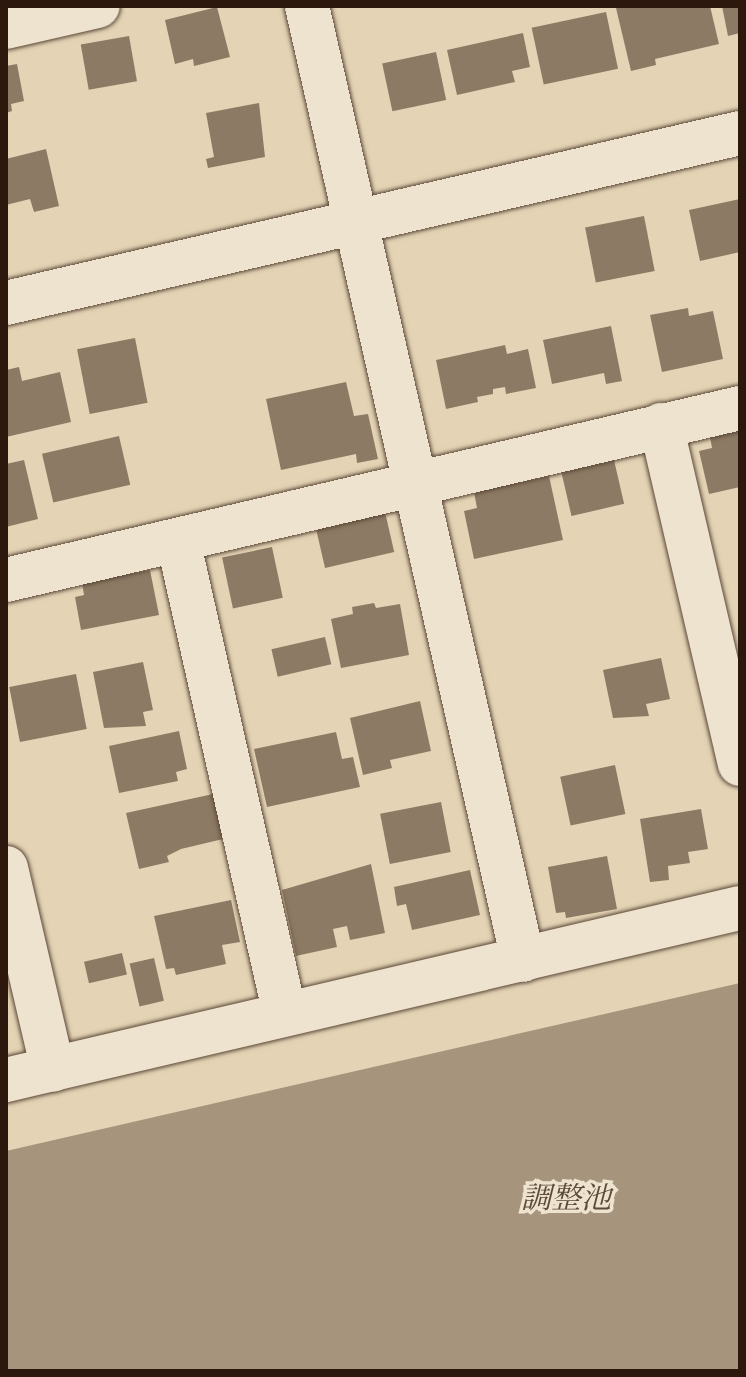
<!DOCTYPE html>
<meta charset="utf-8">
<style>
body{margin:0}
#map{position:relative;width:746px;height:1377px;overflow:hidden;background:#e4d4b5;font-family:Cardo,"Noto Serif JP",serif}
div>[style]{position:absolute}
.water>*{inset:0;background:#a6947c}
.building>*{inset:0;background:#8c7a64;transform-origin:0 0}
.roads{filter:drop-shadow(0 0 2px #5b4737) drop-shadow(0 0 2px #5b4737)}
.minor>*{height:44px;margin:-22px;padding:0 22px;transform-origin:22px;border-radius:22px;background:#ede3cf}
span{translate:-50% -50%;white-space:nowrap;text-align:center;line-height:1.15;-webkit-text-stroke:7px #ede3cf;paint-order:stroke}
.water-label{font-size:30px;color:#5d4a39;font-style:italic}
.frame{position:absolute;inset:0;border:8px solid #2d180d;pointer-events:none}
</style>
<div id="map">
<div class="water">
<div style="clip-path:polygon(740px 983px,740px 1371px,6px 1371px,6px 1151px)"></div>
</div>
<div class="building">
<div style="clip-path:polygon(627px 6px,710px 6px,719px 44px,655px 59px,656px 65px,631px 71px,616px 8px)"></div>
<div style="clip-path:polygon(722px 6px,740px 6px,740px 33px,728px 36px)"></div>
<div style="clip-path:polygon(217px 7px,230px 57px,194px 66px,193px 59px,175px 64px,165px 20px)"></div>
<div style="left:606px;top:12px;width:58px;height:76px;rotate:78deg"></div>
<div style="clip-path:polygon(523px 33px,530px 67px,512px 71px,515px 82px,457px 95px,447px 50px)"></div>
<div style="left:129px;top:36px;width:46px;height:49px;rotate:80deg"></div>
<div style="left:436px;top:52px;width:49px;height:55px;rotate:78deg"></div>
<div style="clip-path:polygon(17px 64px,24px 101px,11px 104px,12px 111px,6px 113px,6px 66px)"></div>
<div style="clip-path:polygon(259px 103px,265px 157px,208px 168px,206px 159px,214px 157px,206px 113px)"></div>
<div style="clip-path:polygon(46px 149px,59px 206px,34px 212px,30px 199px,6px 205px,6px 159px)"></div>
<div style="clip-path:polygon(740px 199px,740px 252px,700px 261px,689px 210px)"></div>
<div style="left:644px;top:216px;width:56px;height:60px;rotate:79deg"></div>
<div style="clip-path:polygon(688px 308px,689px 316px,713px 311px,723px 359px,662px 372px,650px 315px)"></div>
<div style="clip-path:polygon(611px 326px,622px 381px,606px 384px,604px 373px,552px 384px,543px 340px)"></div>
<div style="left:135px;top:338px;width:66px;height:59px;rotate:79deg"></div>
<div style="clip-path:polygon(505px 345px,507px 354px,528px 349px,536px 388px,506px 394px,505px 387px,493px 389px,493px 394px,477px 397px,478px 402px,446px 409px,436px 360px)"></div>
<div style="clip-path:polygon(19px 367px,22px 381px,60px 372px,71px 422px,6px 437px,6px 370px)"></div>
<div style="clip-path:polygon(346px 382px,354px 416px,368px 414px,378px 459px,357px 463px,356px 454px,281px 470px,266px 399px)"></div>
<div style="clip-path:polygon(740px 430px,740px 487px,709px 494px,699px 451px,712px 448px,710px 437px)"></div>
<div style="left:119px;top:436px;width:50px;height:79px;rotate:77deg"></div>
<div style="clip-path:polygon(24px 460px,38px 519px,6px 527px,6px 464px)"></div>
<div style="left:614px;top:460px;width:45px;height:54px;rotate:77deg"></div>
<div style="clip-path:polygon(549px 476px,563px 540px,474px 559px,464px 511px,477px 508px,474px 492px)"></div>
<div style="left:385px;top:512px;width:41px;height:71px;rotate:77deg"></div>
<div style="left:272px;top:547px;width:52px;height:51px;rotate:78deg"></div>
<div style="clip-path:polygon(150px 570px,159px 615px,81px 630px,75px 597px,84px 595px,82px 583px)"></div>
<div style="clip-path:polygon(374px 603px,376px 608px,400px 604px,409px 655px,341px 668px,331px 619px,353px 614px,352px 607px)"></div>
<div style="left:325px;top:637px;width:28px;height:55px;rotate:77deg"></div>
<div style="clip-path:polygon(661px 658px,670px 699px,646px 704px,649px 716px,613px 718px,603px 670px)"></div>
<div style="clip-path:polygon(143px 662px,153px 710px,143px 712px,146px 726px,104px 728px,93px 672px)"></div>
<div style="left:76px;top:674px;width:56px;height:68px;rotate:79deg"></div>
<div style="clip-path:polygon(420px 701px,431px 751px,390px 760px,392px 768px,363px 775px,350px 718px)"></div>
<div style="clip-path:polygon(179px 731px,187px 769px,176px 772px,178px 781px,119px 793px,109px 746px)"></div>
<div style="clip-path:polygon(336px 732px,342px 759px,353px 757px,360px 787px,267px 807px,254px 749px)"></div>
<div style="left:615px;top:765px;width:50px;height:56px;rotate:78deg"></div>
<div style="clip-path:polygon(213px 794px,223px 839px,181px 849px,167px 856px,169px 862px,139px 869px,126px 813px)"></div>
<div style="left:441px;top:802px;width:51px;height:62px;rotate:79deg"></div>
<div style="clip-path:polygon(701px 809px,708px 849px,688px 852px,690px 863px,668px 866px,669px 880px,650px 882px,640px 819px)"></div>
<div style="clip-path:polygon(607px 856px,617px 909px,566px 918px,565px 912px,556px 913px,548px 867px)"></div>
<div style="clip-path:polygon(371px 864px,385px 933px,350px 940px,347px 926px,333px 929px,337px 947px,296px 956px,282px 890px)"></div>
<div style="clip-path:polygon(470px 870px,480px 915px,412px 930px,406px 904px,397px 906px,394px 887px)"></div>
<div style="clip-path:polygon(231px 900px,240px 942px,222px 945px,226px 964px,176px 975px,174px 968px,166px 969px,154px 916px)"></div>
<div style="left:122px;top:953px;width:22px;height:39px;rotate:77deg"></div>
<div style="left:154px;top:958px;width:44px;height:25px;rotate:77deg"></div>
</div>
<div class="roads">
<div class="minor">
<div style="left:307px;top:6px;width:978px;rotate:77.24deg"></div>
<div style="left:6px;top:27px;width:94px;rotate:-12.9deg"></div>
<div style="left:6px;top:303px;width:753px;rotate:-13.04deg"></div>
<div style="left:661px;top:425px;width:348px;rotate:76.9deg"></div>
<div style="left:178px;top:540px;width:485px;rotate:77.3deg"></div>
<div style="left:6px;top:580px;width:754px;rotate:-13.19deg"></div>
<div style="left:6px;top:868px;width:207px;rotate:76.9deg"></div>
<div style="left:6px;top:1080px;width:754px;rotate:-13.19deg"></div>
</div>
</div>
<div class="water-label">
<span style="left:566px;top:1199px">調整池</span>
</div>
<div class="frame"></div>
</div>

····················

• [TASK TO COMPLETE] No pictures should appear; only the lines from the first line of the records through the line with "2px #5b4737) drop-shadow(0", both included, are to be restated word for word.

• [ANSWER SECTION]
<!DOCTYPE html>
<meta charset="utf-8">
<style>
body{margin:0}
#map{position:relative;width:746px;height:1377px;overflow:hidden;background:#e4d4b5;font-family:Cardo,"Noto Serif JP",serif}
div>[style]{position:absolute}
.water>*{inset:0;background:#a6947c}
.building>*{inset:0;background:#8c7a64;transform-origin:0 0}
.roads{filter:drop-shadow(0 0 2px #5b4737) drop-shadow(0 0 2px #5b4737)}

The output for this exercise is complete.